The Patriots investigated a deal for Burgess, as far back as the draft, but didn’t pull the trigger because of Oakland’s asking price. They had also pursued veteran pass rushers Jason Taylor, who went back to Miami, and Greg Ellis, who ended up in Oakland.

But a week into training camp, it was obvious the team needed more talent at outside linebacker.

However, what was supposed to be a competition to replace the venerable Vrabel has become a war of attrition. Pierre Woods hasn’t been pushed by the other candidates - at least the ones on the field. Second-year man Shawn Crable has yet to practice and is still on the physically-unable to perform list. Tully Banta-Cain missed his third straight day of practice with an injury. Rob Ninkovich, who was signed Sunday, was being looked at by the Saints as a long snapper before being cut.

Burgess, who turns 31 Wednesday, provides the Patriots with a legitimate pass rush option outside.

“He has all the ability in the world to rush the passer, good quickness, good get-off,’’ said Keith Millard, Burgess’s defensive line coach in Oakland the past four seasons. “He has all the moves.’’

Injuries have slowed Burgess’s production the last two seasons. He had 39 tackles and eight sacks in 2007 but missed two games with a calf injury, and had 3.5 sacks and 24 tackles in 10 games last season, when he sat out six games with a triceps injury.

Burgess has some experience as a 3-4 linebacker playing in Oakland for former Patriots linebackers coach Rob Ryan. According to Millard, the team had a 3-4 package utilizing Burgess as a stand-up linebacker.

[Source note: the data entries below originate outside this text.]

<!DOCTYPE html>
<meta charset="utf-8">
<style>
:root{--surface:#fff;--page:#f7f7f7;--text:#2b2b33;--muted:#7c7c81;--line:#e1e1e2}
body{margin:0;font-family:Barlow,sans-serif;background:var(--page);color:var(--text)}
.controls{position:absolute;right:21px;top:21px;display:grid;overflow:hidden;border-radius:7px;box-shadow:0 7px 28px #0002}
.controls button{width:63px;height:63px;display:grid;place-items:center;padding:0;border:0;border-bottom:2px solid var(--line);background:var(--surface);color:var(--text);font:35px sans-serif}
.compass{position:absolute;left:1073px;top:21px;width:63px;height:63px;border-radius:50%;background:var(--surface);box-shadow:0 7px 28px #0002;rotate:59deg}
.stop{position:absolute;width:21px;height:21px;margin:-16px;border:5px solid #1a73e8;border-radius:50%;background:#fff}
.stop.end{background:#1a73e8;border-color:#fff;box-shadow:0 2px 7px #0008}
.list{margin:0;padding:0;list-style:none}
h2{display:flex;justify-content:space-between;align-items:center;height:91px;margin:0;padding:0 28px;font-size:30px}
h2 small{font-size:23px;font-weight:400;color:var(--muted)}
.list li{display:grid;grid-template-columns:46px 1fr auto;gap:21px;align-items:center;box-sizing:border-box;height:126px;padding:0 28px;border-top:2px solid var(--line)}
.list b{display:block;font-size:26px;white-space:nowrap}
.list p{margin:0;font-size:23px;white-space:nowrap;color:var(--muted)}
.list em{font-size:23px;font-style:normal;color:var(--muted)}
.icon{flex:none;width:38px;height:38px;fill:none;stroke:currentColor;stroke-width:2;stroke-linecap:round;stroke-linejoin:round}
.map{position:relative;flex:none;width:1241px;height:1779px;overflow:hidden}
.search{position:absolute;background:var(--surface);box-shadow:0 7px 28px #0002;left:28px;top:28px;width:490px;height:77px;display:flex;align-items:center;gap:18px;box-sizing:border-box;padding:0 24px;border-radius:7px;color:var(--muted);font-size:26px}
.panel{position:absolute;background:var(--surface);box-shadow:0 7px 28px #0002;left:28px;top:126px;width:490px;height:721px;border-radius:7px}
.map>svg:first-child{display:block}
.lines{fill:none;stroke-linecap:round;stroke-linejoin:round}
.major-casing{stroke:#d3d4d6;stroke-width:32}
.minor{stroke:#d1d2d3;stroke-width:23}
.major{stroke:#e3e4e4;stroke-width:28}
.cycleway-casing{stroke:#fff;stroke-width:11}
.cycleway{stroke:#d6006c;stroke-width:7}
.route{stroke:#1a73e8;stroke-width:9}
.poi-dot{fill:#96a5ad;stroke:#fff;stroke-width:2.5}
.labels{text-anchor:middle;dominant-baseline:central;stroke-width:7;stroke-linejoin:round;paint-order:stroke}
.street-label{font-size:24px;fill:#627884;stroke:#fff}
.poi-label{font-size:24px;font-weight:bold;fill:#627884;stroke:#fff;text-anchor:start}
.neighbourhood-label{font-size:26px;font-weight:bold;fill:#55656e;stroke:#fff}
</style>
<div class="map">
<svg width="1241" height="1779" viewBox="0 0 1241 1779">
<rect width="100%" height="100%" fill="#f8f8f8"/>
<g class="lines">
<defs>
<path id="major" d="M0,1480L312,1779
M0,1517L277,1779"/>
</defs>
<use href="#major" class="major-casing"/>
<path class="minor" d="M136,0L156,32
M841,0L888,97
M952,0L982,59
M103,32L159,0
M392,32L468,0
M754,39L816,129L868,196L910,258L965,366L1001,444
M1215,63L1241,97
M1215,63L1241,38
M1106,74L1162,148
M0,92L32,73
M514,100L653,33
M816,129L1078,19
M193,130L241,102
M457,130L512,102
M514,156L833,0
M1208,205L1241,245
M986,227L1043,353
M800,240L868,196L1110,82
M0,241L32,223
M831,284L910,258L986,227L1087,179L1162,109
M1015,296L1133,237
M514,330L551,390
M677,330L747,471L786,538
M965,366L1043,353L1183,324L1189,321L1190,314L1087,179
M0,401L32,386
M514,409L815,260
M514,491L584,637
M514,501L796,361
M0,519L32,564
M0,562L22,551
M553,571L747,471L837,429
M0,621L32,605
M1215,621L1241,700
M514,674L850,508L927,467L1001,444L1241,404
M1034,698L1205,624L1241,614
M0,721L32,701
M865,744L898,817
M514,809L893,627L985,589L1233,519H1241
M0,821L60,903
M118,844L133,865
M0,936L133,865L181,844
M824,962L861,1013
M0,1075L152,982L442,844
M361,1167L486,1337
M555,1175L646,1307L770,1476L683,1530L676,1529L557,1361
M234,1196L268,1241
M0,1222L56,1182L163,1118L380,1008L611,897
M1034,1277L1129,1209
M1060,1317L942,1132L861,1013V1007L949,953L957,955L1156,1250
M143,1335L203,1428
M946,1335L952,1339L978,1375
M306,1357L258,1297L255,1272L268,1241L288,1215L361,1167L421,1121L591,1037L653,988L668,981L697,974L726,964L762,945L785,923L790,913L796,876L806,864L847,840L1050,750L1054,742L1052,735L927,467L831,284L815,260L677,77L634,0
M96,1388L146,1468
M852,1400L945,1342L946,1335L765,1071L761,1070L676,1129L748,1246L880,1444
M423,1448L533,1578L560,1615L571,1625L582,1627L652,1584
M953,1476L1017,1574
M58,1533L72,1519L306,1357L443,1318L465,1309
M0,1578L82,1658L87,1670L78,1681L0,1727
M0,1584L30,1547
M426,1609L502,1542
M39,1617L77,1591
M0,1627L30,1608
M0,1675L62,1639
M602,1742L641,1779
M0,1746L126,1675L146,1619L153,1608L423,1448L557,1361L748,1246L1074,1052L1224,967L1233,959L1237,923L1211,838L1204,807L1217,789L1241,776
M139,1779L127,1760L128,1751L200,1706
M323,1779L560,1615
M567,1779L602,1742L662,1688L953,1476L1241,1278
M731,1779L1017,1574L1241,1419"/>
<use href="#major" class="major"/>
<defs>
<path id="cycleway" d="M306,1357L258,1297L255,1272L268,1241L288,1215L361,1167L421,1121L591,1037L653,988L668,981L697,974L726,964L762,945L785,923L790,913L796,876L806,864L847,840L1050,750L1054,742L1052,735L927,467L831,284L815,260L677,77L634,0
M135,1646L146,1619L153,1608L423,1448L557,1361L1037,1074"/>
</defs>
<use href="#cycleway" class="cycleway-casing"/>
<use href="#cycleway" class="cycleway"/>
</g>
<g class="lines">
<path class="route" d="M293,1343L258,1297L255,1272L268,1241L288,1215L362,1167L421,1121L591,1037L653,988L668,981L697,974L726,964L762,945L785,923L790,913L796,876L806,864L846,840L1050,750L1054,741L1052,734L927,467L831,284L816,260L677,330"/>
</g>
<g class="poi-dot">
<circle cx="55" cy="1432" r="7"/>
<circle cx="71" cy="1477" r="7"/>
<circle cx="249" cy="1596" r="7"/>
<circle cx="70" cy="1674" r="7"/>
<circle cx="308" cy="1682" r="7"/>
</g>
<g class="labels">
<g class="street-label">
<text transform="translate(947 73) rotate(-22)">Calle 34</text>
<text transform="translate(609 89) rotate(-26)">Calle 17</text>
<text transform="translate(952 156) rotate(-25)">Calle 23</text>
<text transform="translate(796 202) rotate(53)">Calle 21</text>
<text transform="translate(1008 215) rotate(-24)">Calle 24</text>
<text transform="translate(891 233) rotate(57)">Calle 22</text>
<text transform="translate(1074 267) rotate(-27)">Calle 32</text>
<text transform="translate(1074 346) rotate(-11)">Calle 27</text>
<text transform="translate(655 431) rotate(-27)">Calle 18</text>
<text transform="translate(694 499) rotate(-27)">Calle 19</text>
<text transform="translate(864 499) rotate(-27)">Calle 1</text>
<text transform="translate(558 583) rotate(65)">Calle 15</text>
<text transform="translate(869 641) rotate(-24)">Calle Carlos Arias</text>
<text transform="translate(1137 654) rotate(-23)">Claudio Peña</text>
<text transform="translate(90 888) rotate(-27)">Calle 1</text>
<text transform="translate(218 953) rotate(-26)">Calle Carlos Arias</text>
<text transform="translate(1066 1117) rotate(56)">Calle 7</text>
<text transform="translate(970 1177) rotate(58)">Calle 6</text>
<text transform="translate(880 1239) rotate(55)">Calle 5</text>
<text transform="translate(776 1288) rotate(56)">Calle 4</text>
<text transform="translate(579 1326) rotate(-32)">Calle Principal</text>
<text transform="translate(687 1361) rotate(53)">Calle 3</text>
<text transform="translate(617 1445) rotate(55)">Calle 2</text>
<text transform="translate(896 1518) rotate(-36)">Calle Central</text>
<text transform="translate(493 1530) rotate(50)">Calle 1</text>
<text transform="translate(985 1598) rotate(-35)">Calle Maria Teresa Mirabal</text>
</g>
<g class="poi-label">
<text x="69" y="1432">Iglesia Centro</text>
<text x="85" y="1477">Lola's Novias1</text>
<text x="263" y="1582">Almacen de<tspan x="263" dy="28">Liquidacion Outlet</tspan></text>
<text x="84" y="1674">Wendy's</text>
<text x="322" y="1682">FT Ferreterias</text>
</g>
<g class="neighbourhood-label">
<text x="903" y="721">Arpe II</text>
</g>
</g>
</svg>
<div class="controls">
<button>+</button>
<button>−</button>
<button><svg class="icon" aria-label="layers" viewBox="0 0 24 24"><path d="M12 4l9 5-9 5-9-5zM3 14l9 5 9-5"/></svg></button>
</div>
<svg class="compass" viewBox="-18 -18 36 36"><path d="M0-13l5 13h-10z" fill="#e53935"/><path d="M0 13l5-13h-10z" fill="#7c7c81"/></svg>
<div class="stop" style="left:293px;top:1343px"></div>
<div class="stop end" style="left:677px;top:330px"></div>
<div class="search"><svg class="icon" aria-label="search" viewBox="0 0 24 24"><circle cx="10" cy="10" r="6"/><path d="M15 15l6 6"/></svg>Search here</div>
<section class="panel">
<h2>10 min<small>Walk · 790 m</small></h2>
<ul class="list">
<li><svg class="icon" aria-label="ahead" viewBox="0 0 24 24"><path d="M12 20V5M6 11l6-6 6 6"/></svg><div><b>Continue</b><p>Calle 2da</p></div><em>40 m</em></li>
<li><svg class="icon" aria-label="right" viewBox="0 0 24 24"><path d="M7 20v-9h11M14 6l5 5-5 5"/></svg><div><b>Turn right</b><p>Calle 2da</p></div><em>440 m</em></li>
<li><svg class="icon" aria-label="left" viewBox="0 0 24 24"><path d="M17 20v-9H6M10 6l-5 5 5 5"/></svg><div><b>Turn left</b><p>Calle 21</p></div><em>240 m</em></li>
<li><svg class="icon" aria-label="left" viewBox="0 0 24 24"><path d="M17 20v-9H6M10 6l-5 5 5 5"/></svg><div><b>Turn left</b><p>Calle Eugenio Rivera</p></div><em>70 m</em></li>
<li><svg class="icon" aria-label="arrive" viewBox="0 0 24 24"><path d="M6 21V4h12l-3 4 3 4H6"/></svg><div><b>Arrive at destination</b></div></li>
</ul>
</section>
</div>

“I think he can do it,’’ said Millard. “He’s familiar with it. Many times when we were in 7-on-7, he would go off with the linebackers and work on his drops and pattern reading. I don’t think it’s a big deal.’’

Millard said Burgess is the type of player who comes to the practice field early to work on his technique and never wants to come off the field during games.

However, all the losing in Oakland wore on Burgess, who spent the first four seasons of his career with Philadelphia and played against the Patriots in Super Bowl XXXIX, recording a sack of Tom Brady.

“He’s been frustrated,’’ said Millard. “We’ve had four head coaches in four years and we struggled on defense.’’

Burgess wasn’t happy with the Raiders after they reneged on what he believed was a pledge to redo his contract following Pro Bowl years in 2005 and 2006. He signed a five-year, $17.5 million deal to join the Raiders in 2005.

He skipped Oakland’s organized team activities, reported to minicamp, but sat out because of sickness and boycotted training camp in an attempt to force the team to trade him or release him.

In May, former teammate turned NFL Network analyst Warren Sapp said, “Oakland sucks the life out of you, when you know you have no chance of winning games, you know the plan all week long is flawed. The last two years in Oakland, I’m sure [Burgess] was pulling the plug on himself, hoping to get the heck out of there.’’

To make room on the roster, the Patriots released veteran offensive lineman Al Johnson, who according to a league source received an injury settlement.

Revitalizing the careers of disgruntled Raiders has become a habit for the Patriots. Burgess could be next.

Caserio no doubt meant what he said when he expressed confidence in the players on the roster.

“There is a reason they’re here,’’ Caserio said. “I think Shawn hasn’t been out there yet. Whenever he gets out there, we’ll see what he can do, Tully, [Adalius Thomas], Pierre [Woods], Rob Ninkovich, who we just brought in the other day . . . We’re confident in the players that we have, otherwise they wouldn’t be here.’’

They’re still here, but now so is Burgess.